Université Paris-Saclay, CNRS, Institut Galien Paris-Saclay, 92290 Châtenay-Malabry, France.
Unité de Chimie Environnementale et Interactions sur le Vivant (UCEIV, EA 4492), SFR Condorcet FR CNRS 3417, Université du Littoral Côte d'Opale, 59140 Dunkerque, France.
Int J Pharm. 2020 Jun 30;584:119391. doi: 10.1016/j.ijpharm.2020.119391. Epub 2020 May 4.
The antipsychotic drug chlorpromazine (CPZ) has potential for the treatment of acute myeloid leukemia, if central nervous system side-effects resulting from its passage through the blood-brain barrier can be prevented. A robust drug delivery system for repurposed CPZ would be drug-in-cyclodextrin-in-liposome that would redirect the drug away from the brain while avoiding premature release in the circulation. As a first step, CPZ complexation with cyclodextrin (CD) has been studied. The stoichiometry, binding constant, enthalpy, and entropy of complex formation between CPZ and a panel of CDs was investigated by isothermal titration calorimetry (ITC). All the tested CDs were able to include CPZ, in the form of 1:1, 1:2 or a mixture of 1:1 and 1:2 complexes. In particular, a substituted γ-CD, sugammadex (the octasodium salt of octakis(6-deoxy-6-S-(2-carboxyethyl)-6-thio)cyclomaltooctaose), formed exclusively 1:2 complexes with an extremely high association constant of 6.37 × 10 M. Complexes were further characterized by heat capacity changes, one- and two-dimensional (ROESY) nuclear magnetic resonance (NMR) spectroscopy and molecular dynamics simulations. Finally, protection of CPZ against photodegradation by CDs was assessed. This was accelerated rather than reduced by complexation with CD. Altogether these results provide a molecular basis for the use of CD in delayed release formulations for CPZ.
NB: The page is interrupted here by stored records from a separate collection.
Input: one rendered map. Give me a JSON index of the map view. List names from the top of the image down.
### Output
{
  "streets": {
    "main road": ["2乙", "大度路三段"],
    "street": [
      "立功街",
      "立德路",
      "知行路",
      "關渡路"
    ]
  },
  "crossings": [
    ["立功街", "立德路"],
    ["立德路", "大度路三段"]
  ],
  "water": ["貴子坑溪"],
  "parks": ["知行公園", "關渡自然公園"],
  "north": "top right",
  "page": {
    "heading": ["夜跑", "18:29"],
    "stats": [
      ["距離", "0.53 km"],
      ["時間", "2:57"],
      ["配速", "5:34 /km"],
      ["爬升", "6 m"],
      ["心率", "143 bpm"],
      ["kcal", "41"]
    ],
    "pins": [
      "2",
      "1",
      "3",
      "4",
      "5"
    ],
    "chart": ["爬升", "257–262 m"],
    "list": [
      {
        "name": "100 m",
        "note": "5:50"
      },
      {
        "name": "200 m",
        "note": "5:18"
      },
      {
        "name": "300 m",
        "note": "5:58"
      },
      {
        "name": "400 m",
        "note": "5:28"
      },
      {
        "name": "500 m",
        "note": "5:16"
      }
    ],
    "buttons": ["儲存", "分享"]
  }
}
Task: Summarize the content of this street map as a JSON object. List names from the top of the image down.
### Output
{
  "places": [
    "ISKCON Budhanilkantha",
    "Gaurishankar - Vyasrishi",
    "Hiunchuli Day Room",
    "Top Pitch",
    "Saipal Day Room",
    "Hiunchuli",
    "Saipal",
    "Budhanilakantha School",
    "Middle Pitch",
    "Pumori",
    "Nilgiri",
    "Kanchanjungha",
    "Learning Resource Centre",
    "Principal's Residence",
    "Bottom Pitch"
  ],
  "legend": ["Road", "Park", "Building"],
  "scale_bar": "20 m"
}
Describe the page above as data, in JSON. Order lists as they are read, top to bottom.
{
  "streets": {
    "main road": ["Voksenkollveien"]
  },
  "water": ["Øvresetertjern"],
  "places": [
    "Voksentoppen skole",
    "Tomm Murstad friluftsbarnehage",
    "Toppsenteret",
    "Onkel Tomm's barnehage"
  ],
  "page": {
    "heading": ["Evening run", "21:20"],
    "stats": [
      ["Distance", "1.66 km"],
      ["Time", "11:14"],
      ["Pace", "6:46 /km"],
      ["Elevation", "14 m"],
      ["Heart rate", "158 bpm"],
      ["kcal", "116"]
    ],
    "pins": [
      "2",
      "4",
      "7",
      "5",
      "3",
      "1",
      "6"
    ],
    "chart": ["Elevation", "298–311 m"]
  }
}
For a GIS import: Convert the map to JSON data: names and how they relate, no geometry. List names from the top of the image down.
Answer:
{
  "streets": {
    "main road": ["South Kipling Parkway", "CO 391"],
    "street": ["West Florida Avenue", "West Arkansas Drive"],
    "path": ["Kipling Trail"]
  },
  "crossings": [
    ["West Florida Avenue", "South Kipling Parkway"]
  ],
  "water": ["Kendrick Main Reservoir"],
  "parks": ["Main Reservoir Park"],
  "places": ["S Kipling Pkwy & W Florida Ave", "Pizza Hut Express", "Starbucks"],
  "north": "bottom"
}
抗精神病药物氯丙嗪(CPZ)有可能用于治疗急性髓系白血病,如果能防止其穿过血脑屏障引起的中枢神经系统副作用。一种用于 CPZ 再利用的强大药物输送系统将是药物-环糊精-脂质体,它将使药物远离大脑,同时避免在循环中过早释放。作为第一步,已经研究了 CPZ 与环糊精(CD)的络合。通过等温滴定量热法(ITC)研究了 CPZ 与一系列 CD 之间的配合物形成的化学计量比、结合常数、焓和熵。所有测试的 CD 都能够以 1:1、1:2 或 1:1 和 1:2 配合物的混合物的形式包含 CPZ。特别是,一种取代的 γ-CD,即八聚(6-脱氧-6-S-(2-羧乙基)-6-硫)环麦芽八聚糖的八钠盐,与 CPZ 形成了仅 1:2 的复合物,具有极高的结合常数 6.37×10 M。通过热容变化、一维和二维(ROESY)核磁共振(NMR)光谱和分子动力学模拟进一步表征了配合物。最后,评估了 CD 对 CPZ 光降解的保护作用。CPZ 与 CD 络合反而加速了光降解。总之,这些结果为 CD 在 CPZ 延迟释放制剂中的应用提供了分子基础。